Efficacy of Solar Heating System on Mortality, Reproduction, and Antioxidant Enzymes in Trogoderma granarium Everts and Stegobium paniceum (L.)

Document Type : Original Article


1 Stored Product Pest Department, Plant Protection Research Institute, Agricultural Research Centre, Giza, 12619, Egypt.

2 Entomology Department, Faculty of Science, Ain Shams University, Abbasiya, 11566, Cairo, Egypt.

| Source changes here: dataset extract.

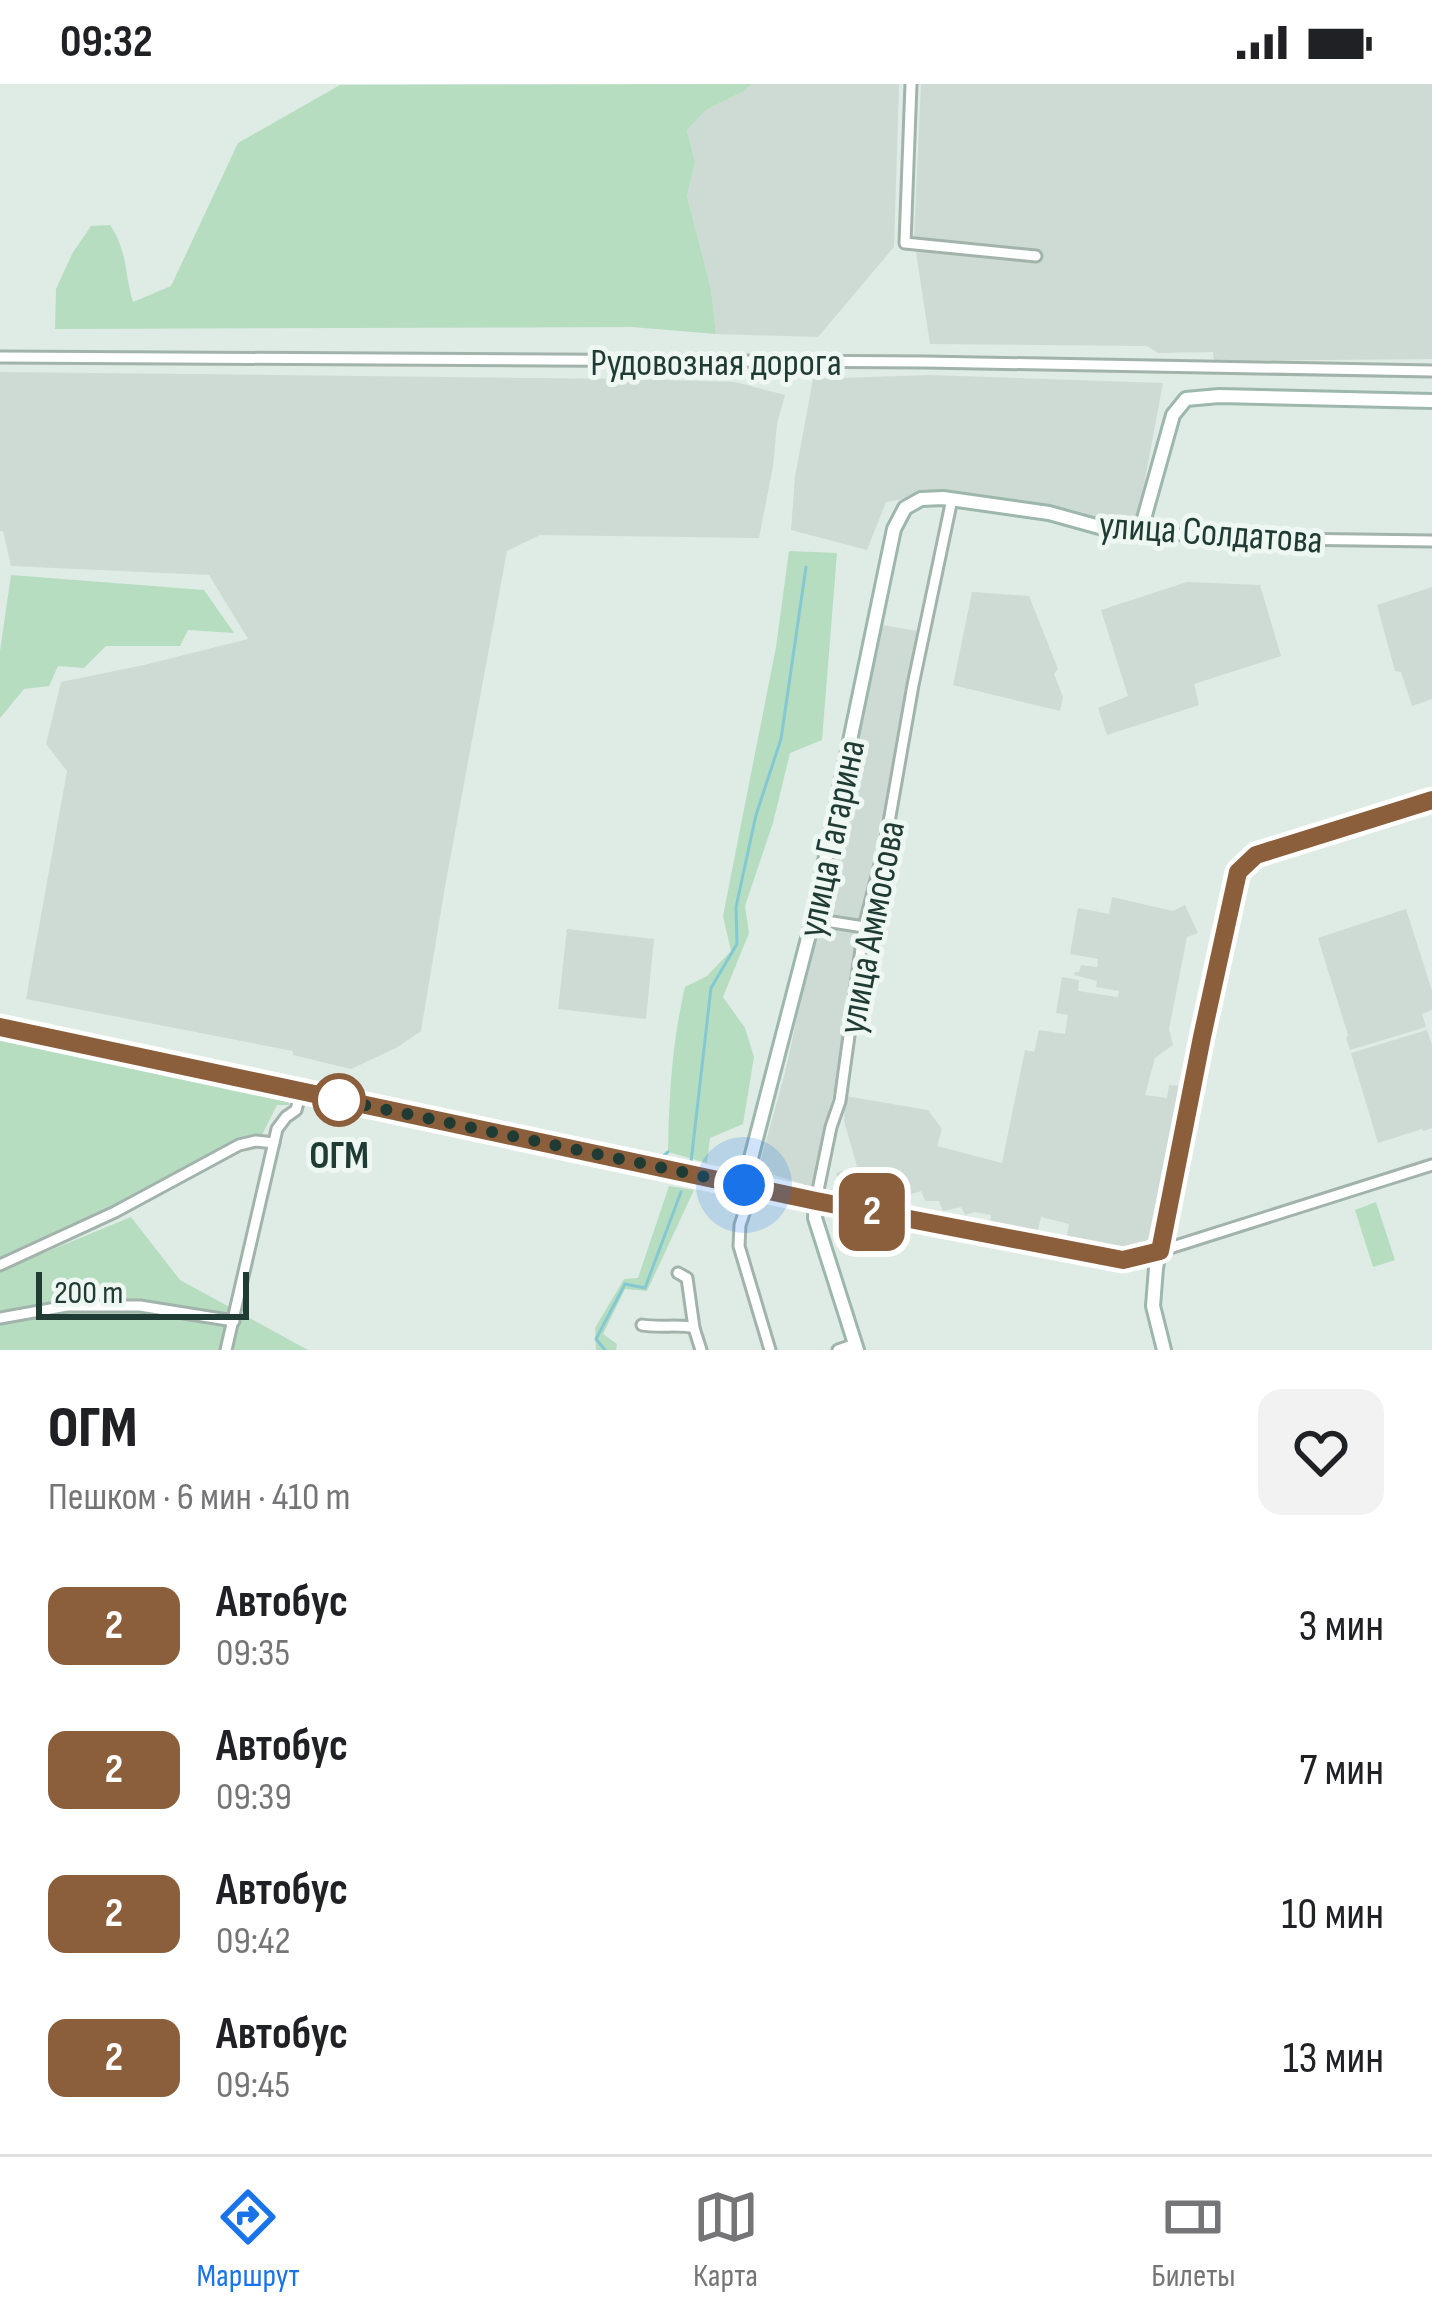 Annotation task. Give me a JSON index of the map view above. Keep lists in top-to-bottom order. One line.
{"streets":{"street":["Рудовозная дорога","улица Солдатова","улица Гагарина","улица Аммосова"]},"crossings":[["улица Солдатова","улица Гагарина"],["улица Солдатова","улица Аммосова"]],"places":["ОГМ"],"lines":["bus line 2"],"scale_bar":"200 m","page":{"status":"09:32","on_map":"2","scale":"200 m","heading":["ОГМ","Пешком · 6 мин · 410 m"],"list":[{"mark":"2","name":"Автобус","note":"09:35","value":"3 мин"},{"mark":"2","name":"Автобус","note":"09:39","value":"7 мин"},{"mark":"2","name":"Автобус","note":"09:42","value":"10 мин"},{"mark":"2","name":"Автобус","note":"09:45","value":"13 мин"}],"tabs":["Маршрут","Карта","Билеты"]}}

Solar heating is a promising technique for controlling stored product insect pests. In this study, we investigated the effect of a solar heating system at different exposure times (0, 5, 10, 15, 20 and 30 min) on different developmental stages of Trogoderma granarium (Coleoptera: Dermestidae) and Stegobium paniceum (L.) (Coleoptera: Anobiidae) on wheat. Exposing wheat to 75 °C for 20 min resulted in complete mortality of adult beetles for both species. Solar heating for immature stages (eggs, larvae, and pupa) resulted in complete suppression in adult emergence after 15 min at 70°C and after 20 min at 75°C in both species. From the bioassay, the pupal stage was the most tolerant stage to solar heating. The effect of solar heating on the two antioxidant enzymes peroxidase (POD) and glutathione S-transferases (GSTs) as well as the total protein amount was also investigated. The total protein content of the larvae of T. granarium and the adults of S. paniceum exposed to solar heating was significantly lower than the total protein of the parallel control samples. Furthermore, there was a highly significant difference in GST and POD activity between the control and treated samples in both species. In addition, the viability of the wheat grains was not affected by heat treatment. Thus, solar heating is recommended as an effective alternative to chemical control for stored grain insect management.